Sabri, ein einfacher Büroangestellter, nimmt eine Rohrzange und erschlägt seinen Chef. Doch Sabri selbst behauptet, er hätte nur eine Ratte erschlagen. Einen Tag später später nimmt er sich im Gefängnis das Leben. Sein früherer Jugendfreund, für wenige Tage wieder in seiner Heimatstadt, öffnet die Tür zur Vergangenheit Sabris, um das Mysterium zu klären. Durch die unterschiedlichen Aussagen von Freunden, Bekannten und Arbeitskollegen entsteht somit mehr und mehr ein Charakter, eine Person, voller Leid, Selbstbeherrschung, Liebe und Trauer; missverstanden und -handelt von allen Seiten.

Berechtigterweise hat das Publikum diesen Film ausgezeichnet, der in gewissen Szenen an David Lynch erinnert und noch lange im Herzen und den Köpfen der Zuschauer nachhallt.

Wertung: 4 / 5

Sonderpreis der Jury: He Bû Tune Bû (Es war einmal, 2014)

Zwei kurdische Familien, arbeitend auf Feldern türkischer Großgrundbesitzer. Vom 14-jährigen Kind, bis zum gebrechlichen Vater packen alle an, leben in Zelten mit wenig Ausstattung und das alles für einen Lohn, der nur annähernd alle Kosten deckt. Arbeit, Arbeit, Arbeit und Situationen, wegen welchen die eine Familie der anderen die Töchter wegnehmen möchte. Es war einmal … nur ist dies keine Dokumentation über die Gegenwart, sondern eine Reportage – von welcher ein Großteil spontan aus der Situation heraus entstanden ist – über das hier und jetzt.

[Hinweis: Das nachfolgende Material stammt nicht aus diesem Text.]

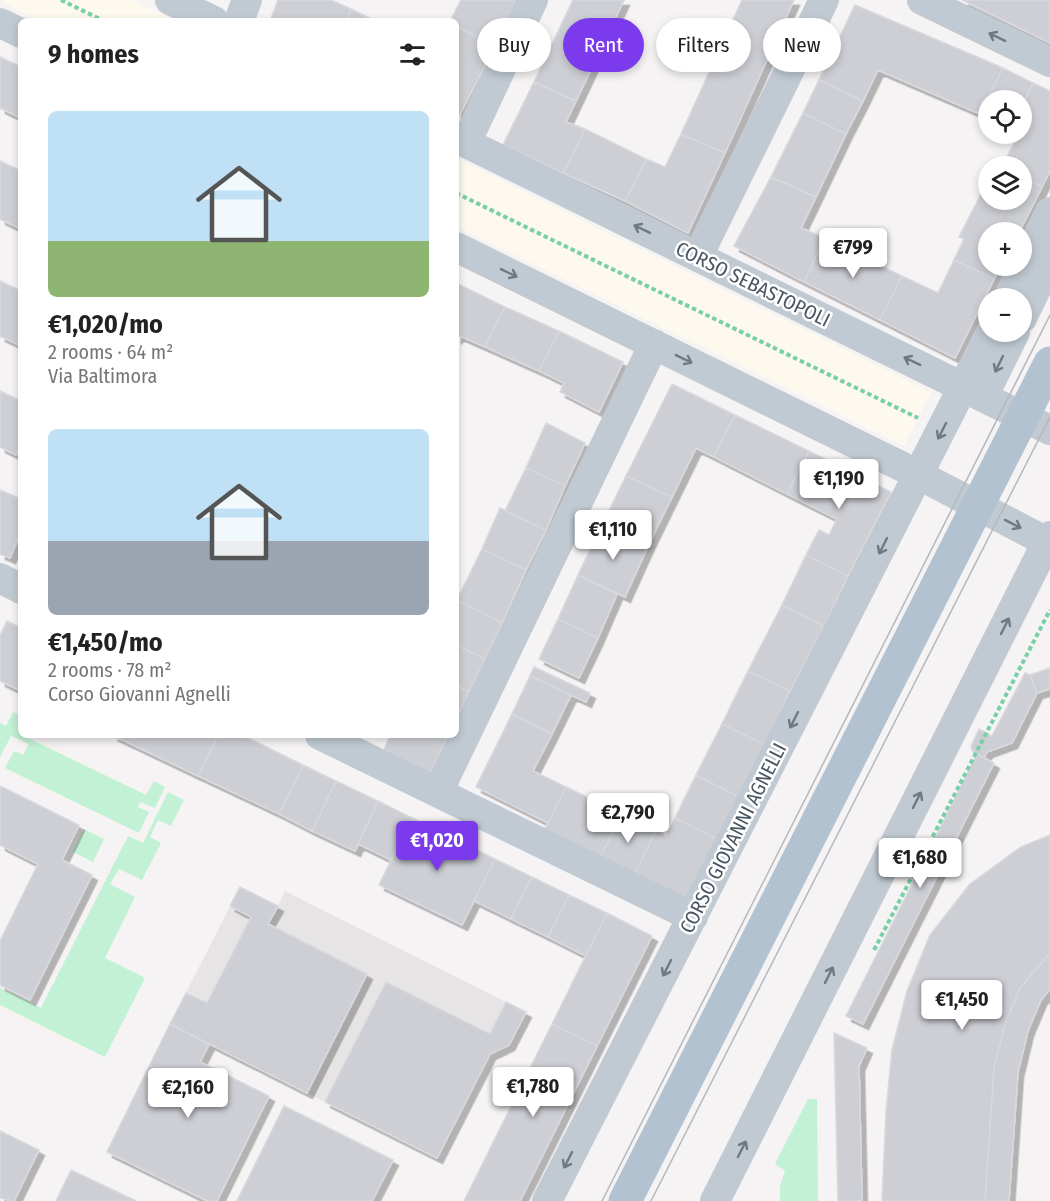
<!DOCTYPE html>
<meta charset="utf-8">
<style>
body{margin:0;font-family:"Fira Sans Condensed",sans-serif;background:#f2f2f2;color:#222;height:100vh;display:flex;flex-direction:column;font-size:22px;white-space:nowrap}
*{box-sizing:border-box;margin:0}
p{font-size:20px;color:#767676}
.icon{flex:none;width:33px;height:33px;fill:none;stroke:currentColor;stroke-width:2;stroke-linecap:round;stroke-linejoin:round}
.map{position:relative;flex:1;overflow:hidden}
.drawer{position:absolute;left:18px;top:18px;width:441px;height:720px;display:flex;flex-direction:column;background:#fff;border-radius:9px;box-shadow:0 3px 9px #0003}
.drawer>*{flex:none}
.banner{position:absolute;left:477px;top:18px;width:483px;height:54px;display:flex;gap:12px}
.fabs{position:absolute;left:978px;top:90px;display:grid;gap:12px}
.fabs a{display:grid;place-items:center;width:54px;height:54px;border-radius:50%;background:#fff;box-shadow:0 3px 9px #0003;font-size:30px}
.price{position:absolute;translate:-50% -51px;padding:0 14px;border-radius:6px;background:#fff;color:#222;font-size:20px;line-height:39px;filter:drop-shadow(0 2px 3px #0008)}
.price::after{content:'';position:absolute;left:50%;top:36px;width:18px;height:14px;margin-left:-9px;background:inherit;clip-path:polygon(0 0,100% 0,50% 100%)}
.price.on{background:#7c3aed;color:#fff}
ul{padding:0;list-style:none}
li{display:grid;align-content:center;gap:12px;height:318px;padding:0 30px}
li span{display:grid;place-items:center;height:186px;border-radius:9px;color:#555}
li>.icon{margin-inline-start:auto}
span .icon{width:108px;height:108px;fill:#fffc;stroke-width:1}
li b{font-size:26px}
h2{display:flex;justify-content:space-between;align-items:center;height:72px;padding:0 30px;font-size:26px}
.pill{padding:0 21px;border-radius:27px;background:#fff;box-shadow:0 3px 9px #0003;font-size:21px;line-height:54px}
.pill.on{background:#7c3aed;color:#fff}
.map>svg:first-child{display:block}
</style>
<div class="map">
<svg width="1050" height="1201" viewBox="0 0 1050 1201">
<defs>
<filter id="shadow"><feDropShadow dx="5.5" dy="5.5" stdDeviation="0" flood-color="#0004"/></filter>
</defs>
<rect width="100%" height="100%" fill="#f5f3f3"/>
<path fill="#fdf9ef" d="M0,0H133L176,21H38Z
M456,158L931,392L904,446L456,226Z"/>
<path fill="#e6e4e5" d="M240,887L278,906L285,891L526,1012L509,1045L490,1054L437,1158L170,1024Z"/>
<path fill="#c3f1d5" d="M13,712L21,715V735H29L28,738L146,795L154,781L165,787L155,808L140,802L138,807L149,812L139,833L5,768L14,751L23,755L29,744L11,736L0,757V723L6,726Z
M168,792L184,800L171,826L158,820L150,837L161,843L142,880L119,869L110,884L135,897L105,958L145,978L105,1057L0,1005V988L41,1008L128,836L143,843Z
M84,829L104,839L93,862L73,852Z
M808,1099H817L818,1201H780V1186L785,1171L775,1164Z"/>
<path fill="#cdcfd5" stroke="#d7d9de" stroke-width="1.5" filter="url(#shadow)" d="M278,0H331L351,9L346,21H270Z
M461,0H517L495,46L456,26V21H450Z
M573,0H624L576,101L534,82Z
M742,0H794L725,153L681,134Z
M962,0H1050V43Z
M855,5L1003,68L980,114L878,70L863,101L819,80Z
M351,9L376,21H346Z
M456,26L495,46L459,116L456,115Z
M0,57L21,67V118L0,108Z
M1003,68L1033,83L1022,106V100H988V117L980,114Z
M819,80L863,101L846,134L803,113Z
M534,82L576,101L566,122L585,129L563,173L503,145Z
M1033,83L1050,91V171L1042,187L1022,176V166H1002L1019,134H1022V106Z
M803,113L846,134L816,197L771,177Z
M585,129L646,159L625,201L563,173Z
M681,134L725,153L688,233L625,201L646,159L665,167Z
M0,161L21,171V229L0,219Z
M1022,176L1042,187L1019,232H988V266H1001L994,279L954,260L964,239L959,237L988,180V200H1022Z
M771,177L816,197L801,228L825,238L804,282L734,246Z
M825,238L902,276L880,320L804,282Z
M954,260L994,279L955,358L880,320L902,276L938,293Z
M0,281L21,291V346L0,336Z
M456,283L505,307L485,347L458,335L456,339Z
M505,307L559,331L539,371L485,347Z
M559,331L623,362L599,412L560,392L564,383L539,371Z
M672,384L735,415L714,457L696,448L672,497L626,476Z
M0,391L21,401V444L16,455L0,447Z
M735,415L809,451L787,494L714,457Z
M546,423L585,443L565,486L526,468Z
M809,451L891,492L848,576L806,555L819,530L829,535L837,519L787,494Z
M526,468L565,486L546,530L505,511Z
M626,476L672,497L648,546L602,525Z
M0,490L21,499V531L10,558L0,554Z
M500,508L546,530L526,570L482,549Z
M602,525L648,546L625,597L578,575Z
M482,549L526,570L502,623L457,600Z
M806,555L848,576L824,626L782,605Z
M578,575L617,594L598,638L558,619Z
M457,600L502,623L485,659L456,645Z
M782,605L824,626L790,691L748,671Z
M558,619L598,638L579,678L539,659Z
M7,621L21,628V691L0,681V636Z
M456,645L485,659L469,692L456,685Z
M534,667L590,693L586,702L530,676Z
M1050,668V689L1037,693L1030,675Z
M748,671L790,691L765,745L722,724Z
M1025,673L1030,675L1037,693L1012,743L987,752L984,758L973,752L971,746L979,729L992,736Z
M530,676L571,695L552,734L512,714Z
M456,685L469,692L456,719Z
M512,714L552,734L533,771L566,787L548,823L476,787Z
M722,724L765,745L739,797L696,775Z
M112,735H218L198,776Z
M218,735H242L303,765L279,814L198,776Z
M390,735H448L430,774L383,752Z
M977,754L994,763L863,1024L846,1016Z
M303,765L336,781L312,831L279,814Z
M696,775L739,797L719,840L675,818Z
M336,781L378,801L355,851L312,831Z
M0,786L79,825L62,860L92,875L30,1000L0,985V941L38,864L0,845Z
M566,787L623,814L600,857L545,829Z
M378,801L412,818L391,860L358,844Z
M623,814L656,830L634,875L600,857Z
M412,818L495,859L462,925L379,885Z
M675,818L719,840L688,901L634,875L656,830L666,836Z
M1050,835V989L1041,1000L1028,1031L1018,1072L1009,1201H882L886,1111L892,1050L907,991L930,935L970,884L1021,847Z
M1050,835V989L1041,1000L1028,1031L1018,1072L1009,1201H882L886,1111L892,1050L907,991L930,935L970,884L1021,847Z
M1050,835V953L1020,988L1005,1024L994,1068L985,1201H882L886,1111L892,1050L907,991L930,935L970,884L1021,847Z
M495,859L532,877L511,919L474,901Z
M532,877L569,895L548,937L511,919Z
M240,887L278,906L268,924L367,974L307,1093L170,1024L186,993L207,1003L251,917L230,906Z
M569,895L607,913L586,956L548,937Z
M607,913L652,936L597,1046L552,1024Z
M386,982L490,1034L506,1002L526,1012L509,1045L490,1054L437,1158L325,1102Z
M170,1024L209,1044L200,1062L269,1096L217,1201H207L107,1152Z
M552,1024L597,1046L520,1201H464Z
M834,1033L867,1048L859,1066L862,1201H838Z
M284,1106L393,1160L372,1201H237Z
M0,1131L39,1150L14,1201L0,1198Z
M71,1170L136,1201H56Z"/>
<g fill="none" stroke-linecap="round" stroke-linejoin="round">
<path stroke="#7ad0a6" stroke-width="4" stroke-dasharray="4.5 3" stroke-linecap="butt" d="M61,0L104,21
M456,193L918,418
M874,950L1050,610"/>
<path stroke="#c1cad2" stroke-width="30" d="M170,0L214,21
M922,0L1050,62
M239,21L247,0
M0,23L21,33
M456,138L1050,430
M466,143L533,0
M456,247L919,475L1047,542
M698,256L824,0
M1008,298L1050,212
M1022,318L1050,260
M983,397L1015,332
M0,578L21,589
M320,735L693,917
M438,792L654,344
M547,1201L991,332
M715,1201L1050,536"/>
<path stroke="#b3c2d1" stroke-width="33" d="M625,1201L1050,363"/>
<path stroke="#b5b8bd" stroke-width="1.5" d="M602,1201L1050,315
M651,1201L1050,417"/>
</g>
<defs><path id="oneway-shaft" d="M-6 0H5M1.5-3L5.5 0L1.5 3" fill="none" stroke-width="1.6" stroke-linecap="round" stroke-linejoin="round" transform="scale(1.5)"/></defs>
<g stroke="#6e7983">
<use href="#oneway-shaft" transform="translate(997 37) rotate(-154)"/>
<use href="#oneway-shaft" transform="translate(642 229) rotate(-154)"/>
<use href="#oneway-shaft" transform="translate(509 273) rotate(26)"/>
<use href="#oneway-shaft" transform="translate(684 359) rotate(26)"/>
<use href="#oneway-shaft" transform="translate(912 361) rotate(-154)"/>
<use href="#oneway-shaft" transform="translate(999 364) rotate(116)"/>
<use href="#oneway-shaft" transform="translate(942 431) rotate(117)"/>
<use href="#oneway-shaft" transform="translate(1013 524) rotate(27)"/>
<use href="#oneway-shaft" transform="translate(883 546) rotate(117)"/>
<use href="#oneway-shaft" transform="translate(1005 626) rotate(-63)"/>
<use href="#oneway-shaft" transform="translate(794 720) rotate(117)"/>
<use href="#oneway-shaft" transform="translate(917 800) rotate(-63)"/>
<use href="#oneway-shaft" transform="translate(667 968) rotate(117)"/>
<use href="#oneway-shaft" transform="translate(829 975) rotate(-63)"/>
<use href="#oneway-shaft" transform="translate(742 1149) rotate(-63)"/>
<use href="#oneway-shaft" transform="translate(568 1160) rotate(117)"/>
</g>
<g text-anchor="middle" stroke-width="5" stroke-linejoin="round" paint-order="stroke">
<g font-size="20" fill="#4a5661" stroke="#fff">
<text transform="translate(753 284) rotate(26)" y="7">CORSO SEBASTOPOLI</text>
<text transform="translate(733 838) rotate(-63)" y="7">CORSO GIOVANNI AGNELLI</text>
</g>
</g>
</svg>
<div class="fabs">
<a><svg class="icon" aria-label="locate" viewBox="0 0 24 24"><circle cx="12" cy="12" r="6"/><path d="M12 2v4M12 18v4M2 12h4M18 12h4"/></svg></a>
<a><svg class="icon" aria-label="layers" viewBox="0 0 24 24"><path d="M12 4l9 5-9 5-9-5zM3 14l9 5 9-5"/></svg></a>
<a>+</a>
<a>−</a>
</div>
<b class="price" style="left:853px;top:279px">€799</b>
<b class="price" style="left:839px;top:510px">€1,190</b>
<b class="price" style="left:613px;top:561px">€1,110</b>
<b class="price" style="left:628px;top:844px">€2,790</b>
<b class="price on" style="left:437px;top:872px">€1,020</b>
<b class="price" style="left:920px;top:889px">€1,680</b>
<b class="price" style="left:962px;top:1031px">€1,450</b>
<b class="price" style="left:533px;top:1118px">€1,780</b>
<b class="price" style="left:188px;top:1119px">€2,160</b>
<div class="banner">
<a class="pill">Buy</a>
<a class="pill on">Rent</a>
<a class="pill">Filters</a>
<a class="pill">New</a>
</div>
<section class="drawer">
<h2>9 homes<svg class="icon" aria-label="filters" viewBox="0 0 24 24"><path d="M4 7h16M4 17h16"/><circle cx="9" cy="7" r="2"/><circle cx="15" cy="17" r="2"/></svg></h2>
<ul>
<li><span style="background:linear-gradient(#bfe0f5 70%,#8fb573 0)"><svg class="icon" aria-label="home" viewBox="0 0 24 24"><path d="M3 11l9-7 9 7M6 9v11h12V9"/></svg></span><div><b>€1,020/mo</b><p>2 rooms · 64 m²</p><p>Via Baltimora</p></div></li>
<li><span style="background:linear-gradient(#bfe0f5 60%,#9aa5b1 0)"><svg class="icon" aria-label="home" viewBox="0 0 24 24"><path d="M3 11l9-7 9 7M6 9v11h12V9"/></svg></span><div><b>€1,450/mo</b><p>2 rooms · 78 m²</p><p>Corso Giovanni Agnelli</p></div></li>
</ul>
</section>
</div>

Der Vorsitzende der Jury, Uwe Kockisch, nannte diesen Film sehr wichtig und dies ist er wahrlich. Ein politischer, aktueller Film.

Wertung: 3 / 5

Öngören-Preis für Demokratie und Menschenrechte: Wir sind jung, wir sind stark (2014)

Vom Autor (leider) nicht gesichtet worden.

Mehr dazu von Florian Erbach.

Von der großen Auswahl an Kurzfilmen (150 Minuten) ging der erste Preis an Berfeşir (Die Eiscreme), gefolgt von Sûret (Das Gesicht) und Maç Günlüğü (Das Fußballspiel).

Das 20. Festival ist vorbei. Das 21. Festival steht vor der Tür.